===== EXTRACTED RECORDS =====

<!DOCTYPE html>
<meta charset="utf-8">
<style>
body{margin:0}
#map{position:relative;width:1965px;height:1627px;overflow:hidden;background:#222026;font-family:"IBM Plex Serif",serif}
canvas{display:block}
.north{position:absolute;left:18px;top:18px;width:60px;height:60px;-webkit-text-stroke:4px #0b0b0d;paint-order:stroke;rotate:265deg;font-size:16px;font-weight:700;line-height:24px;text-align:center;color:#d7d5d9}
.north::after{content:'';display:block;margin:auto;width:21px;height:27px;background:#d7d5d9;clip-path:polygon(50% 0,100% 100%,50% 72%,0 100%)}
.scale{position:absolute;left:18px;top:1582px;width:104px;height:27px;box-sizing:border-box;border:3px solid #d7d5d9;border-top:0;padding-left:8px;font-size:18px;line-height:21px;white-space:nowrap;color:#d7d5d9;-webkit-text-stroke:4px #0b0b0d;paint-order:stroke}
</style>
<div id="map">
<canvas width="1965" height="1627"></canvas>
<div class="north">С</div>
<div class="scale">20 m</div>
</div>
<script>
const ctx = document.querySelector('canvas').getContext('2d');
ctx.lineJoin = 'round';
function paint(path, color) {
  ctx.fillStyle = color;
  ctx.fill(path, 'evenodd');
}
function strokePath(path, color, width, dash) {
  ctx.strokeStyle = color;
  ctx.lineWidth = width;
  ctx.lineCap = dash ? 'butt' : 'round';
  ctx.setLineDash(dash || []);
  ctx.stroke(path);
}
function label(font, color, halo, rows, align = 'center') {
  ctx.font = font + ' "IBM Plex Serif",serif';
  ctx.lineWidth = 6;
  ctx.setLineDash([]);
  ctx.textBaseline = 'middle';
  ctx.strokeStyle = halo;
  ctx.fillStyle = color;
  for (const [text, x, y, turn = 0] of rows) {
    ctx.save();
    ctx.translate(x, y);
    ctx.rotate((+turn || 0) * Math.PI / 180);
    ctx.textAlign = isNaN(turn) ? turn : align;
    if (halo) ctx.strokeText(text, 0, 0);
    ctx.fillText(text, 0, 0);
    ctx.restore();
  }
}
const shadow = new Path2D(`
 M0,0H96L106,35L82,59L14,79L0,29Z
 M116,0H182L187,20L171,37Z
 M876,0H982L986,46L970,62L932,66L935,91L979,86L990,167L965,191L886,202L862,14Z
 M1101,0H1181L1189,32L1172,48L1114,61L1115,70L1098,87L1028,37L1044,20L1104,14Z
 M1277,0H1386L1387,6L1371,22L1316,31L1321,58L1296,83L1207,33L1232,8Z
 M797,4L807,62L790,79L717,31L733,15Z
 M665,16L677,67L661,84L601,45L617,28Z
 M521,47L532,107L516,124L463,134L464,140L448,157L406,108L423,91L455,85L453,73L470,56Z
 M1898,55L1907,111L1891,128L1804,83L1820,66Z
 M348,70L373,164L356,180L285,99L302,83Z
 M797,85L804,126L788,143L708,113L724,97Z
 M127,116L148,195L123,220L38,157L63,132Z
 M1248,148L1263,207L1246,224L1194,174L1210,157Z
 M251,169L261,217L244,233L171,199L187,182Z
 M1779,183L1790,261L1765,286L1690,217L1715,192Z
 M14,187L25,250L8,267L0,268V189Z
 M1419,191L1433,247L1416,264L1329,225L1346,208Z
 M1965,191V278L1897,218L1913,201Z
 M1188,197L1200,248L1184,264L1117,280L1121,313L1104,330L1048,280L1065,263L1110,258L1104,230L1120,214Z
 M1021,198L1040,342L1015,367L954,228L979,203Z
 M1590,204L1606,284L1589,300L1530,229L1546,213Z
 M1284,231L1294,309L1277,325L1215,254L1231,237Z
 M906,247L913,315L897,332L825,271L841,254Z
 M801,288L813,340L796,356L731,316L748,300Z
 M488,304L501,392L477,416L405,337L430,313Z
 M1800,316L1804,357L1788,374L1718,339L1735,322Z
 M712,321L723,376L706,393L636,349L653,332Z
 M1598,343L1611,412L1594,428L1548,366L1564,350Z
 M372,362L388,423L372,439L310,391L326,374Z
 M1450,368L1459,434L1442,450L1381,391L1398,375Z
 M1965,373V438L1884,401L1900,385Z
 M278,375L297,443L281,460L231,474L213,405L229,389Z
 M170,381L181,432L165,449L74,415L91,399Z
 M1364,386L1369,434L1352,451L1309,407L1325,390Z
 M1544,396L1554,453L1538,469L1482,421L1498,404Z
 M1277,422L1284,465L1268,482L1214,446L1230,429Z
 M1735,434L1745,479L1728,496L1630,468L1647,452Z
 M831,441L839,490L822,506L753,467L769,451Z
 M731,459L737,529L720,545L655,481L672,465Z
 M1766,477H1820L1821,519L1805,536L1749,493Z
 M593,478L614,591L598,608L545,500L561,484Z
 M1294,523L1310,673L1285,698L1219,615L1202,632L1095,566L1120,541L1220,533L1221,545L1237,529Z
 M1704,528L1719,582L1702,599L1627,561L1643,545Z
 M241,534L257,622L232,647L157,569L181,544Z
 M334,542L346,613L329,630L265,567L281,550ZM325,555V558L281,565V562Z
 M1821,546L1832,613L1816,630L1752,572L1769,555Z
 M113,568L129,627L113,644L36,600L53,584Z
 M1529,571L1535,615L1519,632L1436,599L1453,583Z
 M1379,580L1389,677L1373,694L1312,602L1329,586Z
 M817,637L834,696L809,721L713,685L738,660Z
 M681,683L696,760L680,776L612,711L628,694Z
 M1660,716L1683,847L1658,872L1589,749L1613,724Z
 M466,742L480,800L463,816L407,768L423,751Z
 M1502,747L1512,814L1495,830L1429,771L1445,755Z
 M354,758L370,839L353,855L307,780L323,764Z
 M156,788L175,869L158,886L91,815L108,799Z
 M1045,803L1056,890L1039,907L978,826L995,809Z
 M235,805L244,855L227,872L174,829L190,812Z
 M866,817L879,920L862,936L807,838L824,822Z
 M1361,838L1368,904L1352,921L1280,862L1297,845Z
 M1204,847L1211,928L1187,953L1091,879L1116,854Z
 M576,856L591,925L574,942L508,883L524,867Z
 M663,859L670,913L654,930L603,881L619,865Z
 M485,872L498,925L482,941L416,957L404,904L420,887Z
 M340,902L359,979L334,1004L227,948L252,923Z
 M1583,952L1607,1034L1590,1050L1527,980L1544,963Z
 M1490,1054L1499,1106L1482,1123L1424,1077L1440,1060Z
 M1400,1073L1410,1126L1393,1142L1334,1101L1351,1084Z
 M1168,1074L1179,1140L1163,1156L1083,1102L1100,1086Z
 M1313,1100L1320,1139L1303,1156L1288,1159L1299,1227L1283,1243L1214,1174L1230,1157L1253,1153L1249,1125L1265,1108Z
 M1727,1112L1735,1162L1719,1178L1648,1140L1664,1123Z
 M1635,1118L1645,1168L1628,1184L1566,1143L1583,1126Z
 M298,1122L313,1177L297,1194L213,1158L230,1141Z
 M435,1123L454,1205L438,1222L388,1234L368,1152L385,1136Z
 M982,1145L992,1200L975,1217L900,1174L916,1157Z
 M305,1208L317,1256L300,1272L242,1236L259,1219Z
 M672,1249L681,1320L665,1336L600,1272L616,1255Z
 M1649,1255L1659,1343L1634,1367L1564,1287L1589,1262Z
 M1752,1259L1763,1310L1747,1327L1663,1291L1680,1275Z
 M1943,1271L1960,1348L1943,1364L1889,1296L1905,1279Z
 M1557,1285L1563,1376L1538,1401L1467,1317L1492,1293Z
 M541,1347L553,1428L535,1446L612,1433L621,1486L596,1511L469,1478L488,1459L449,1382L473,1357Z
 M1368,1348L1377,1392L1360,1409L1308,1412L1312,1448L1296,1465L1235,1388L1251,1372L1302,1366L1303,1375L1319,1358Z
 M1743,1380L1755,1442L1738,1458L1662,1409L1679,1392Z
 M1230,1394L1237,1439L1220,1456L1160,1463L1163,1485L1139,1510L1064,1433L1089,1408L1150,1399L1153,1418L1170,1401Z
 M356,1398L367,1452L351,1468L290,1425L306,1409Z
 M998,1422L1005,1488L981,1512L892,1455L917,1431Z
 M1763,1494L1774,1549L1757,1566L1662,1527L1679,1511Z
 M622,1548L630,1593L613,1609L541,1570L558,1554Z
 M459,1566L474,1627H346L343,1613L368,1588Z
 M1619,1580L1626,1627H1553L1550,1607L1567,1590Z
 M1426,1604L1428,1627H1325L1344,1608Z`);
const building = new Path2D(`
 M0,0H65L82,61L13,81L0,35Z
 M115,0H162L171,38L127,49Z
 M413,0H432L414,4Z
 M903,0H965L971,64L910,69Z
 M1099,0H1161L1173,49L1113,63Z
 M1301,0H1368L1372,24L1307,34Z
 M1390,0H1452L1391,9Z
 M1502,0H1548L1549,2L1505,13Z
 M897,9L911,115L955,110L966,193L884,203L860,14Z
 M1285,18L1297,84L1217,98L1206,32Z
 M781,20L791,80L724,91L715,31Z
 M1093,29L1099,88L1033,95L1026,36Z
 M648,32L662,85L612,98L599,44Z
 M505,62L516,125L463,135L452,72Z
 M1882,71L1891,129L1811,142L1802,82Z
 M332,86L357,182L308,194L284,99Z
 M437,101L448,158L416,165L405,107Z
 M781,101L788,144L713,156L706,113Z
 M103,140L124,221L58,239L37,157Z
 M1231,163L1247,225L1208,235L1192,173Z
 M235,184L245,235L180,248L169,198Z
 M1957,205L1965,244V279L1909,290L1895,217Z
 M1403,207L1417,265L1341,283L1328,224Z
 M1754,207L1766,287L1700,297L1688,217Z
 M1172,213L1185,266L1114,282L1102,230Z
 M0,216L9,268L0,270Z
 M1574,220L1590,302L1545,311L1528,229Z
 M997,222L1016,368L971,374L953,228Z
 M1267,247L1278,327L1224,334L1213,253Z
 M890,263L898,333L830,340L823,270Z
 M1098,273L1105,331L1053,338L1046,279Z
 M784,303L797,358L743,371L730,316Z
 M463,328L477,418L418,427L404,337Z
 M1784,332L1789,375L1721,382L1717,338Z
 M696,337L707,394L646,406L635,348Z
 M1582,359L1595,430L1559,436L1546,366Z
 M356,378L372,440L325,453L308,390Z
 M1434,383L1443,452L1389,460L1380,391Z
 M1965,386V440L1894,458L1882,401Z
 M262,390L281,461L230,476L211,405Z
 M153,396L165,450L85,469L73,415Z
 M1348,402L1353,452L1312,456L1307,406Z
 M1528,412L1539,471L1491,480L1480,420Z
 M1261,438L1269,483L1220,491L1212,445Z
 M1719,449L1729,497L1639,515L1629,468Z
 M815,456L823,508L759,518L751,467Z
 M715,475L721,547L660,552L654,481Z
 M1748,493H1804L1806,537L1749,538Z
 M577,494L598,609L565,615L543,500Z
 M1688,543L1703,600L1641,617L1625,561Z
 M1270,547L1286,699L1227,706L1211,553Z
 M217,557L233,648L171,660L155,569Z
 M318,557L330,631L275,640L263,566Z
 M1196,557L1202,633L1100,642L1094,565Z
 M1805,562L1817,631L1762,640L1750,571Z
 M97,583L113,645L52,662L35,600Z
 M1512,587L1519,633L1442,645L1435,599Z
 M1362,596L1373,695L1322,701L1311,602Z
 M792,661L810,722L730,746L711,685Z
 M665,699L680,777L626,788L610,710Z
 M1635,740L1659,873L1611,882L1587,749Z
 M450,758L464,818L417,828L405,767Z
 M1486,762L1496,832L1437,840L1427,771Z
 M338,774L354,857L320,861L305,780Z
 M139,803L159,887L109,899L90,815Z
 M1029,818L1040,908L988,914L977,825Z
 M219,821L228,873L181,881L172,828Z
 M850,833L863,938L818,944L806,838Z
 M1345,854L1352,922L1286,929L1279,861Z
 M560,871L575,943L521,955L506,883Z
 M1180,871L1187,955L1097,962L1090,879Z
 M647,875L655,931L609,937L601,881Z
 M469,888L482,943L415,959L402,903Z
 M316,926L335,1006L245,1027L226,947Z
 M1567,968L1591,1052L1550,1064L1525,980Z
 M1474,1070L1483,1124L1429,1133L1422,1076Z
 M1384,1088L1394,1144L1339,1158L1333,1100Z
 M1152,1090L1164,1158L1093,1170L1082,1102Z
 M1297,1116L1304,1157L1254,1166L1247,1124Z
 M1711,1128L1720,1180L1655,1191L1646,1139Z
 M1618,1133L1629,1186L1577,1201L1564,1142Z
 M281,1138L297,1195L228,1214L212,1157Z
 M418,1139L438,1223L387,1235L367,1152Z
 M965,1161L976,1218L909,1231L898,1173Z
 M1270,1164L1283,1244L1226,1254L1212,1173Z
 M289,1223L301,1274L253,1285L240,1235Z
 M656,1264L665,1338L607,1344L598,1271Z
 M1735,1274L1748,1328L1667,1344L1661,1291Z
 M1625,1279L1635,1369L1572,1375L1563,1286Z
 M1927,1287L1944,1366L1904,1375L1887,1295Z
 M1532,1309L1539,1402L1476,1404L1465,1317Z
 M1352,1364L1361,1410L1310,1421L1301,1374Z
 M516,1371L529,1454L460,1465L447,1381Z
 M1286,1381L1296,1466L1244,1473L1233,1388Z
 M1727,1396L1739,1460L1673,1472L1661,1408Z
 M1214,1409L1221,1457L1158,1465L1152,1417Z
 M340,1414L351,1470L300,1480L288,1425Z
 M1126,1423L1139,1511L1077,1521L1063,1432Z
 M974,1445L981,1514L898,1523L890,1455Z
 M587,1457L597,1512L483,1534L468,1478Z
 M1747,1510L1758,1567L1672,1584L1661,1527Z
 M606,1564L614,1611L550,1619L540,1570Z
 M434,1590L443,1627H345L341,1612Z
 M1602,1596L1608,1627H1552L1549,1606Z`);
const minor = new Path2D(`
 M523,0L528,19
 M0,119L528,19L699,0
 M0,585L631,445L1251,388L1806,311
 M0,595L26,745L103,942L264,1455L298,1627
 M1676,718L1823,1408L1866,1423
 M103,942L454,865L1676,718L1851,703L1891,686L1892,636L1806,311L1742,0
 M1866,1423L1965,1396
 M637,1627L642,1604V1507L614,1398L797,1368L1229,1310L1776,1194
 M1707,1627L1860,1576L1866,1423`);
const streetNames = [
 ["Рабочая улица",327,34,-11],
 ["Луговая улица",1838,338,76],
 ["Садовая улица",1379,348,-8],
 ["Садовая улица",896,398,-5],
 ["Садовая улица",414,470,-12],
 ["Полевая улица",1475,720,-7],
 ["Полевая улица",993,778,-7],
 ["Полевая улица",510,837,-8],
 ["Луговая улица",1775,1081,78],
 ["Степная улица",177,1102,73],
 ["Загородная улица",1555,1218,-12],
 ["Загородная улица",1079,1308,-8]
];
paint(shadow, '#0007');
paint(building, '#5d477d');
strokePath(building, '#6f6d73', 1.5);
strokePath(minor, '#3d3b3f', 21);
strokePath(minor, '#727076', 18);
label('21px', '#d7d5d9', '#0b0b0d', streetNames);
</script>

=====

- TRY IT: Say how many lines above contain the string "function", writing only the number.

- ANSWER TO THIS PROBLEM: 3